HANA
Le luci accecanti rubavano avidamente l'attenzione alle stelle. Sbuffavo respiri nervosi tentando di non scoppiare in lacrime-
Sentivo un vuoto dilaniante opprimermi le membra. Era come se avessi un buco proprio al centro del cuore. Un vortice sembrava risucchiarmi a fondo, imprigionarmi in una bolla melmosa e trascinarmi sul fondo di un abisso. La malsana voglia di scappare da tutti, da quel folle tutto, si insinuava nelle viscere come una droga.
Ogni passo era accompagnato da ventate gelide che si schiantavano violente sulle mie gambe nude, quasi a prendersi gioco di me. Mi sforzavo di ignorarle come se fossero solo un leggero fastidio.
Ero morta. Questa affermazione mi rimbombava nella tua testa con un'intensità spaventosa. Sembrava rimbalzare da una parete all' altra del mio cervello mozzandomi il respiro ad ogni passo. Quella maledettissima vita mi aveva strappato tutto. Non avrei proseguito gli studi, non avrei mai potuto tenere tra le braccia un figlio, vedere la mia pelle cadere a poco a poco e i capelli diventare d'argento, non avrei mai potuto invecchiare alla persona tanto amata.
Ma il brutto non era essere morti. Era non potersi più ricordare chi ero. Ero consapevole di tutto. Di come funzionava la terra, delle nozioni imparate a scuola, dell'esistenza di una famiglia e degli amici, ma era come se avessi perso i dettagli per strada. I piccoli gesti quotidiani che scaldavano l'anima e che, passando per il cuore, pulsavano in tutto il corpo rendendomi viva. Ecco, questa era la differenza tra le persone vive e me.
Un ricordo lontano, un eco impalpabile, mi ricordava l'esistenza degli Angeli.

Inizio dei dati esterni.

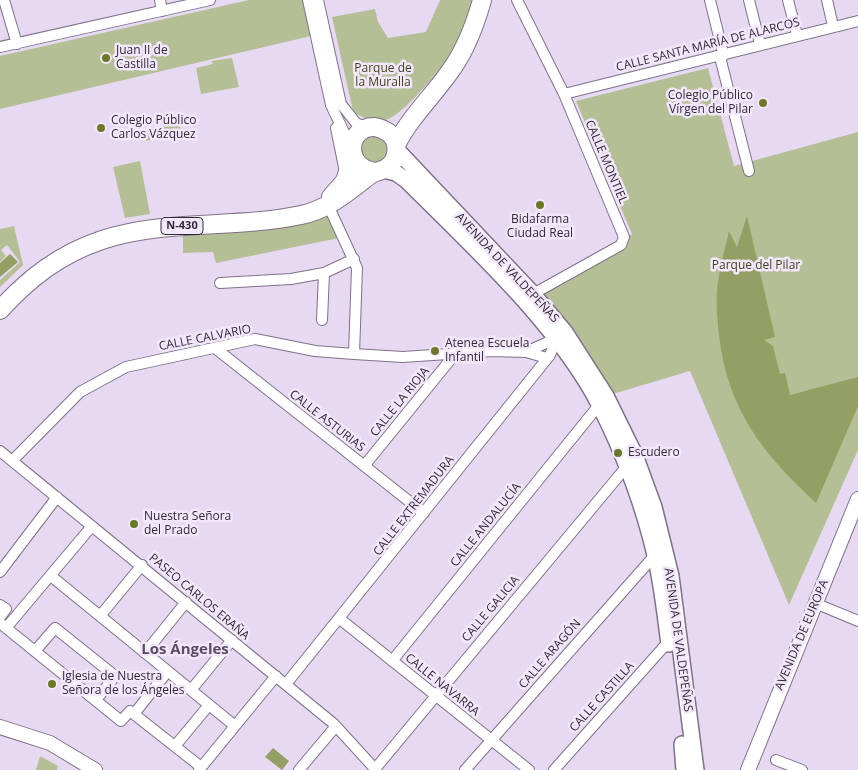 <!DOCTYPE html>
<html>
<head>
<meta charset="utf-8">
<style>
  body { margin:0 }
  canvas { display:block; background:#e8d9f3 }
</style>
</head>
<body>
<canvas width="858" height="770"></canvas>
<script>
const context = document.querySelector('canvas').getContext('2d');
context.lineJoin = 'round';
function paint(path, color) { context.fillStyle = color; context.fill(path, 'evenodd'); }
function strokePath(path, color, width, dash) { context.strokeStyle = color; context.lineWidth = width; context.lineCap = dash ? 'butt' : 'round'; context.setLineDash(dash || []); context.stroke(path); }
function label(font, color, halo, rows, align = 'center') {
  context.font = font + ' "Open Sans",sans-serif'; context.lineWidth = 5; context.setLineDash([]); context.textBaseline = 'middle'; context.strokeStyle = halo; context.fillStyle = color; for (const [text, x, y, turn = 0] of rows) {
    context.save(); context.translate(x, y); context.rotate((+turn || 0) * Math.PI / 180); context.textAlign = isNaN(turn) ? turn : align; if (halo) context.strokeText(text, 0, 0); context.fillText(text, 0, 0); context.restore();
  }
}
paint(new Path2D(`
  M 249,0 L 303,0 L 311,36 L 0,109 L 0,56 Z
  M 440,0 L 475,0 C 471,13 467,28 460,40 C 449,58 405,116 385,120 C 373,123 362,118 353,111 L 332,17 L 375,9 L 378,22 L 388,38 L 426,32 Z
  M 232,58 L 239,87 L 201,94 L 196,68 L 213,64 L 211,61 Z
  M 708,68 L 734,166 L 858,132 L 858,450 L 789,605 L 690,371 L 606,396 L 533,294 L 632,234 L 576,101 Z
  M 179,122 L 182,133 L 146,141 L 144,130 Z
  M360 149a14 14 0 1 1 28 0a14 14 0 1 1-28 0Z
  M 140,161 L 150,214 L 125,218 L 113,167 Z
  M 332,212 L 344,237 L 216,263 L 213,252 L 183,253 L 183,226 Z
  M 14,226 L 23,265 L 0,287 L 0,280 L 20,262 L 7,245 L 1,250 L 6,256 L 0,262 L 0,229 Z
  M 40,756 L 58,766 L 57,770 L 36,770 Z`), '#b5bf96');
paint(new Path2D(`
  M 747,216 L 775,337 L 764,340 L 773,346 L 780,374 L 785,373 L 790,395 L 858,377 L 858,406 L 816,503 C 763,454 728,410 719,336 C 717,316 715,295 719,276 C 721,261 726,246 729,231 L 737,247 Z
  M 10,254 L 18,262 L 0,277 L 0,263 Z
  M 273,748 L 289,761 L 282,770 L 265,757 Z`), '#939f63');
const street = new Path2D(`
  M 4,0 L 17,44
  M 160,0 L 162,11
  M 308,0 L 331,105 L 352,149
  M 318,0 L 341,104 L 356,123 L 368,128
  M 517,0 L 564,94 L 624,237 L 621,245 L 533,294
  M 710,0 L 723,53 L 721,61 L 749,171
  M 749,0 L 760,44
  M 788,0 L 797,35
  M 827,0 L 833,26
  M 0,47 L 210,0
  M 564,94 L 858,21
  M 336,128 L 345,172
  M 328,205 L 357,268 L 354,354
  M 220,283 L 291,279 L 324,273 L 354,259
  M 322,320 L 324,273
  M 215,348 L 424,513
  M 526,352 L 559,337
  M 0,451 L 334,724 L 376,770
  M 12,461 L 80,392 L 126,367 L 255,339 L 315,351 L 354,354 L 403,357 L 492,351 L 526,352 L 547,358
  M 364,466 L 455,354
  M 0,572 L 57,497
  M 51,576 L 235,726
  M 0,605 L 6,609 L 0,617
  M 822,606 L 858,621
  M 100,616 L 142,565
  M 340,619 L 529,770
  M 0,623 L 121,721 L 130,711 L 201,767
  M 6,628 L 92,526
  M 35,651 L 55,628 L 115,676 L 96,700
  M 145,653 L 186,602
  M 392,661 L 599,405
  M 286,684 L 550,355 L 556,339
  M 191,690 L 232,640
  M 134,714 L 168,671
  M 175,746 L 209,705
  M 776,760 L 802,770
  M 375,769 L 627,466
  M 199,770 L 276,676
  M 299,770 L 336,726
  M 465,770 L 655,555
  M 554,770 L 669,641`);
const secondary = new Path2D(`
  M 0,727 L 50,743 L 95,770
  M 748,770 L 858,499`);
const primary = new Path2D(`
  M 397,150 L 533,294 L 565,332 L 606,396 L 635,455 L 654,507 L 671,576 L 696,770
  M 383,170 L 396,173 L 406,180 C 471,245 558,324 600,406 C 623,452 643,504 655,555 C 662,584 665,615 669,644
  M 682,744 L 684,770`);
const highway = new Path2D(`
  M 396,145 C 410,117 433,96 451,70 C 466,49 475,25 482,0
  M 331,197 L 345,181 L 353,156
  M 0,310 C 29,278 60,254 102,240 C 166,219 235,229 301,215 C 322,211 340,198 357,185 C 363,181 369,174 376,172 C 381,170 385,170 389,166 C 399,158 399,141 389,133 C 385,130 380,128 375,127 C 346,126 343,168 375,172`);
strokePath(street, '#7f7188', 12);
strokePath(secondary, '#7f7188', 16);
strokePath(primary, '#7f7188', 18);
strokePath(highway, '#7f7188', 20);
strokePath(street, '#fff', 10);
strokePath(secondary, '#fff', 14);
strokePath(primary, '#fff', 15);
strokePath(highway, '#fff', 18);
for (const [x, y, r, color] of [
  [106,58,5,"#6b7825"],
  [763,103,5,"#6b7825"],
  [101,128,5,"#6b7825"],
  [540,205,5,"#6b7825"],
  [435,351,5,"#6b7825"],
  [618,453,5,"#6b7825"],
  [134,524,5,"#6b7825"],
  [52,684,5,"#6b7825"]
]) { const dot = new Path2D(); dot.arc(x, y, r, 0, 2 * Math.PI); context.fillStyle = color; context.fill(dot); strokePath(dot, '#f3e7fc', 2); }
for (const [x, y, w] of [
  [182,226,42]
]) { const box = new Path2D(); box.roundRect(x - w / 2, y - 8.5, w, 17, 4); context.fillStyle = '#f3e7fc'; context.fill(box); strokePath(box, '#302b34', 1); }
label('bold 11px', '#302b34', null, [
  ["N-430",182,226]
]);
label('12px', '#302b34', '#f3e7fc', [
  ["CALLE SANTA MARÍA DE ALARCOS",708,45,-14],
  ["CALLE MONTIEL",606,162,67],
  ["AVENIDA DE VALDEPEÑAS",507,268,47],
  ["CALLE CALVARIO",205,338,-11],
  ["CALLE LA RIOJA",400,402,-51],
  ["CALLE ASTURIAS",327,421,38],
  ["CALLE EXTREMADURA",414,506,-52],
  ["CALLE ANDALUCÍA",486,525,-51],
  ["PASEO CARLOS ERAÑA",199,597,40],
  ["CALLE GALICIA",491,609,-50],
  ["AVENIDA DE EUROPA",802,635,-67],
  ["AVENIDA DE VALDEPEÑAS",678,640,82],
  ["CALLE ARAGÓN",550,654,-49],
  ["CALLE NAVARRA",442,685,39],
  ["CALLE CASTILLA",602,697,-48]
]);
label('12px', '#302b34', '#f3e7fc', [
  ["Juan II de",116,51],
  ["Castilla",116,65],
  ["Colegio Público",753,96,"right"],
  ["Vírgen del Pilar",753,110,"right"],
  ["Colegio Público",111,121],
  ["Carlos Vázquez",111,135],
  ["Bidafarma",540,220,"center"],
  ["Ciudad Real",540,234,"center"],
  ["Atenea Escuela",445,344],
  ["Infantil",445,358],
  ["Escudero",628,453],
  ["Nuestra Señora",144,517],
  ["del Prado",144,531],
  ["Iglesia de Nuestra",62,677],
  ["Señora de los Ángeles",62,691]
], 'left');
label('12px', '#3d4517', '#f3e7fc', [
  ["Parque de",383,69],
  ["la Muralla",383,83],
  ["Parque del Pilar",756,266]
]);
label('bold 15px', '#5a4d63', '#f3e7fc', [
  ["Los Ángeles",185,650]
]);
</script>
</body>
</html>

Loro, anche dopo la morte, potevano proteggere le persone che amavano, potevano sentire ancora un calore umano irradiarli, ma io non conoscevo le persone che amavo. Non sapevo nulla della mia vita, della mia famiglia. Non avrei mai potuto ricordare le carezze di una madre.

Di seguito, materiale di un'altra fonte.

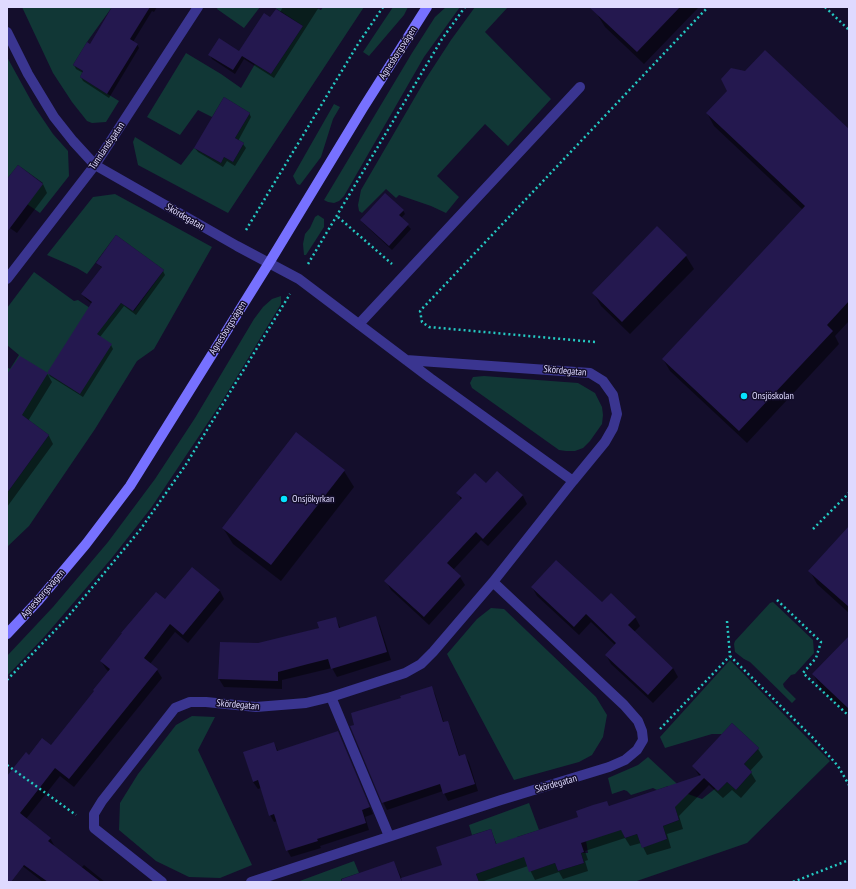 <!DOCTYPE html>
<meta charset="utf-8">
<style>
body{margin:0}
#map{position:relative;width:856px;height:889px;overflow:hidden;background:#140e2c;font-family:"PT Sans Narrow",sans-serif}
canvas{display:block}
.frame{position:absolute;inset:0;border:8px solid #dfdaff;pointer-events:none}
</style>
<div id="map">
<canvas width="856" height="889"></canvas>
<div class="frame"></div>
</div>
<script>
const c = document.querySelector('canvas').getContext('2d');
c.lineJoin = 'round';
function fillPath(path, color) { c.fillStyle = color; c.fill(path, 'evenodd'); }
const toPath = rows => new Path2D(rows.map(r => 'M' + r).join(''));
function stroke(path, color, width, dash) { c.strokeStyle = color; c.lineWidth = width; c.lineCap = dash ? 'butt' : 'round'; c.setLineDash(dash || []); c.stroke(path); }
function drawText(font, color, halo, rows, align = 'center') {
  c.font = font + ' "PT Sans Narrow",sans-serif'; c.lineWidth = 3; c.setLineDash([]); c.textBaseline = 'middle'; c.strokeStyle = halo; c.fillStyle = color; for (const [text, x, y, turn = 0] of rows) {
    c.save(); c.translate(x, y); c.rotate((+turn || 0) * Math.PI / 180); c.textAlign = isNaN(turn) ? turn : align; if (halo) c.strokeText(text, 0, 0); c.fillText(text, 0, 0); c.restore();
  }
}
fillPath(toPath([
 [22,7,112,7,87,42,73,65,83,71,80,77,119,101,106,122,92,123,87,121,72,102,53,73],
 [218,7,260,7,244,28,217,9],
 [274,7,315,7,321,10,323,7,364,7,228,213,138,165,133,142,135,137,181,165,194,148,221,163,224,157,233,162,244,143,235,138,250,113,224,97,212,117,198,110,180,135,147,117,186,53,221,74,241,88,255,64,271,74,303,26],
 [393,7,408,7,404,15,369,56,363,52],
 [446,7,460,7,424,57,344,196,339,201,334,203,328,202,324,200,412,53,435,17],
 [475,7,508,7,485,32,551,99,508,146,485,124,437,176,459,197,446,213,431,206,399,195,396,198,386,189,362,213,359,211,358,205,361,190,425,80,451,40],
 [7,57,34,106,53,134,68,151,69,176,40,213,27,204,43,183,18,165,7,179],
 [334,104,340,107,333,119,321,157,300,185,297,184,293,176],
 [115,194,212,247,154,349,137,361,95,429,29,526,7,547,7,493,49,435,26,418,7,408,7,367,10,369,19,355,7,345,7,308,34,272,74,301,78,300,108,320,121,303,134,311,164,270,116,235,87,274,77,268,47,255,93,197],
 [318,215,324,219,324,227,306,255,304,255,303,244,305,234,310,228,315,217],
 [281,296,281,304,221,403,151,508,111,559,45,636,7,676,7,656,53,607,108,542,155,479,195,418,254,319,263,307,272,299],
 [484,376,578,383,595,393,602,407,603,415,602,424,590,441,583,448,575,451,566,451,559,450,472,388,470,383,473,377],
 [773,602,813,640,814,653,795,674,791,675,783,684,784,687,796,699,792,703,750,662,744,659,735,652,734,644,735,641,770,603],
 [491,608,504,609,596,697,607,715,603,737,592,755,579,762,514,780,447,654,477,619],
 [730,660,830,761,747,843,634,882,479,882,476,874,503,864,491,829,472,835,469,825,529,803,539,830,517,837,531,871,555,863,558,871,584,863,581,853,588,853,586,841,621,829,625,838,637,834,642,847,667,839,663,826,679,820,668,786,657,790,653,788,631,795,627,791,624,790,612,794,608,778,638,765,648,757,688,794,702,799,716,788,718,791,727,782,736,790,752,772,744,764,759,748,732,723,722,734,712,734,665,748,660,737],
 [192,716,215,717,198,750,252,865,220,878,189,877,156,861,119,830,120,803,138,774,176,725],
 [354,861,359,873,341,879,342,882,297,882]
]), '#113736');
fillPath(toPath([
 [113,7,157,7,154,12,152,11,133,42,137,44,139,48,109,98,83,81,81,77,83,73,76,69,74,65,90,45],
 [283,7,319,7,274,78,244,59,235,74,212,59,210,55,240,53,271,19,280,12],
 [604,7,699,7,644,64,605,27,597,14],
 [249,113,251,117,238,141,243,144,246,148,235,166,227,161,223,167,198,152,195,148],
 [707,113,849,130,849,321,835,336,839,344,747,443,670,371,663,359,803,210,714,126],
 [7,181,43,184,47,193,17,233,7,226],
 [403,210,405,214,401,218,411,229,392,250,364,224,361,220],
 [657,228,686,256,694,269,630,334,601,306,594,294],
 [97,263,163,271,165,275,136,315,124,306,100,337,111,345,113,349,83,397,48,375,52,382,28,421,49,436,53,444,7,507,7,399,32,364,50,376,48,373,92,304,85,298,82,294,102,268],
 [344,471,354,487,281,581,233,544,223,528],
 [497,473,523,496,527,504,488,546,481,540,453,570,460,577,465,585,429,625,391,590,386,581,461,500,458,493,486,485],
 [849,528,849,613,817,584,810,571],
 [192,568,220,591,224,599,188,643,175,632,150,664,157,670,162,678,74,787,60,776,26,819,50,838,55,847,81,868,84,865,105,882,43,882,7,854,7,800,95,692,109,672,106,669,101,661,165,601],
 [532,587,635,617,640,626,634,632,673,668,678,677,653,703,611,664,606,655,615,645,591,622,579,635,537,596],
 [335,618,341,629,376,618,380,626,391,660,337,677,332,668,282,680,282,689,224,687,219,679,258,644,320,628],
 [849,653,849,715,822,690,813,674],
 [431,687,435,694,444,723,447,722,451,729,460,757,464,755,469,762,478,791,448,801,443,791,387,810,383,802,402,699],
 [337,732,373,814,365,817,369,830,320,846,321,848,291,857,287,850,278,821,274,822,270,815,261,788,258,789,253,782,244,753,274,743,278,751],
 [758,749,763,757,750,771,756,781,741,798,732,790,723,798,709,785,679,816,683,829,667,834,671,848,647,855,641,843,630,846,625,838,585,851,588,860,585,861,588,871,563,879,559,872,535,880,528,866,481,882,343,882,342,880,394,862,402,879,443,865,490,830,497,845,579,817,607,802,610,807,700,777,693,766]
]), '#0007');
fillPath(toPath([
 [112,7,150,7,130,39,138,44,107,94,80,77,83,71,73,65,87,42,90,44],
 [589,7,680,7,637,52],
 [276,9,303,26,271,74,242,56,233,70,208,55,219,38,239,51,264,13,270,17],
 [765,50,849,129,849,301,827,325,833,331,739,431,662,359,805,206,706,113,727,91,721,79,731,68,745,71],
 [224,97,250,113,235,138,244,143,233,162,224,157,221,163,194,148],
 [18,165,43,184,7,232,7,179],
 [385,193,404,210,399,215,409,224,389,246,360,220],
 [657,226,687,255,622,322,592,293],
 [116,235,164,270,133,311,121,303,97,334,112,344,80,394,47,373,92,302,81,294,102,267,96,263],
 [20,356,48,373,22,415,49,435,7,493,7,374],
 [296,432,345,470,271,565,222,528],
 [497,471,523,495,483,539,476,532,447,563,461,576,424,617,384,581,462,498,456,493,475,473,486,483],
 [849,526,849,607,808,571],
 [556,560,602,602,611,593,636,617,628,625,673,668,648,695,605,655,616,643,586,614,574,627,531,587],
 [192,567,220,590,183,635,170,624,144,658,158,669,69,779,55,768,20,813,51,838,48,841,101,882,48,882,24,865,11,882,7,882,7,776,26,752,29,755,42,738,51,745,94,691,93,690,110,669,100,661,122,633,121,633,156,592,165,599],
 [376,616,387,652,331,669,328,659,308,664,278,672,278,681,218,679,220,642,258,643,319,628,317,622,336,617,339,628],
 [849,636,849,709,812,674],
 [432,686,443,722,448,721,459,756,465,754,475,784,443,794,440,784,382,803,350,726,354,725,351,713,401,698,400,696],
 [732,723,759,748,744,764,752,772,736,790,727,782,718,791,704,778,675,807,679,820,663,826,667,839,642,848,637,834,625,838,621,830,581,843,584,852,581,853,584,863,558,871,555,863,529,872,524,857,476,874,479,882,402,882,401,878,442,865,436,847,491,829,496,844,578,817,576,811,593,805,607,801,609,806,701,775,692,766],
 [338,731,370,807,362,810,366,823,317,839,318,841,286,851,274,814,269,816,258,780,253,782,243,752,274,742,277,751],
 [394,861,402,882,342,882,342,879]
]), '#24184f');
stroke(toPath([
 [825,7,849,30],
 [338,217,392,264],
 [246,230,358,44,383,7],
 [308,264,442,39,465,7],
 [595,342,429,327,422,322,420,311,708,7],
 [813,529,849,493],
 [777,600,821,642,816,658,803,673,849,716],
 [727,621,730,656,813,738,838,766,849,785],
 [7,680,66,619,140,530,185,466,290,294],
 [660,729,730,656],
 [7,765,76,815],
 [793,882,849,860]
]), '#24c9c2', 2.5, [2, 3]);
stroke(toPath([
 [359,324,580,87],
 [331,697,389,836]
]), '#3a3590', 10);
stroke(toPath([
 [7,32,28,74,54,117,73,141,95,165,237,246,299,279,430,378,573,481,493,582,433,652,421,664,405,673,331,697,306,703,256,707,206,702,190,702,175,708,102,801,94,814,94,828,162,882],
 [7,279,95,165,198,7],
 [406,360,590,373,603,381,613,395,617,414,613,428,605,442,573,481],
 [251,882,501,800,609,767,625,760,637,750,643,740,642,731,638,721,624,705,493,582]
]), '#3a3590', 10);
stroke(toPath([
 [7,634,38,601,86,544,130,486,269,263,363,108,427,7]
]), '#7771ff', 10);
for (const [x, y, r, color] of [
 [744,396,4,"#06e2ff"],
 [284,499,4,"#06e2ff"]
]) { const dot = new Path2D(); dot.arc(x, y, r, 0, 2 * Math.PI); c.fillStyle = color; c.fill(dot); stroke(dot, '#140e2c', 1.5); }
drawText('10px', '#dfdaff', '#140e2c', [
 ["Agnesborgsvägen",398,53,-57],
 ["Tunnlandsgatan",107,146,-56],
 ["Skördegatan",185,217,30],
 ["Agnesborgsvägen",228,328,-58],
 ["Skördegatan",565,371,5],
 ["Agnesborgsvägen",43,594,-49],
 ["Skördegatan",238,705,5],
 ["Skördegatan",556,784,-16]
]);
drawText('10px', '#dfdaff', '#140e2c', [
 ["Onsjöskolan",752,396],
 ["Onsjökyrkan",292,499]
], 'left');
</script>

Continuavo a camminare imperterrita. Il vento gelido mi sferzava contro beffardo, mi strinsi ancora di più in quella misera felpa. Le mani erano scosse da fremiti nervosi. Tremavo come una foglia.
Mi sforzavo di non incrociare in alcun modo lo sguardo delle persone che mi passavano accanto senza accorgersi della mia presenza. Sarei sicuramente impazzita. Non avevo nemmeno idea di cosa stessi facendo. Volevo solo accontentare il bisogno disperato di ossigeno dei miei polmoni. Ad ogni boccata d'aria, una fitta dolorosa mi irradiava la gamba. Abbassai lo sguardo terrorizzata. Repressi una smorfia disgustata. Un taglio spalmato di sangue rappreso si apriva lungo tutto il polpaccio. le vertigini iniziarono ad annerirmi la visuale. il mio stomaco era scosso da conati di vomito. Mi appoggiai con il palmo della mano con quello che aveva tutta l'impressione di un muro. Sbuffai. Non sarei durata a lungo da sola.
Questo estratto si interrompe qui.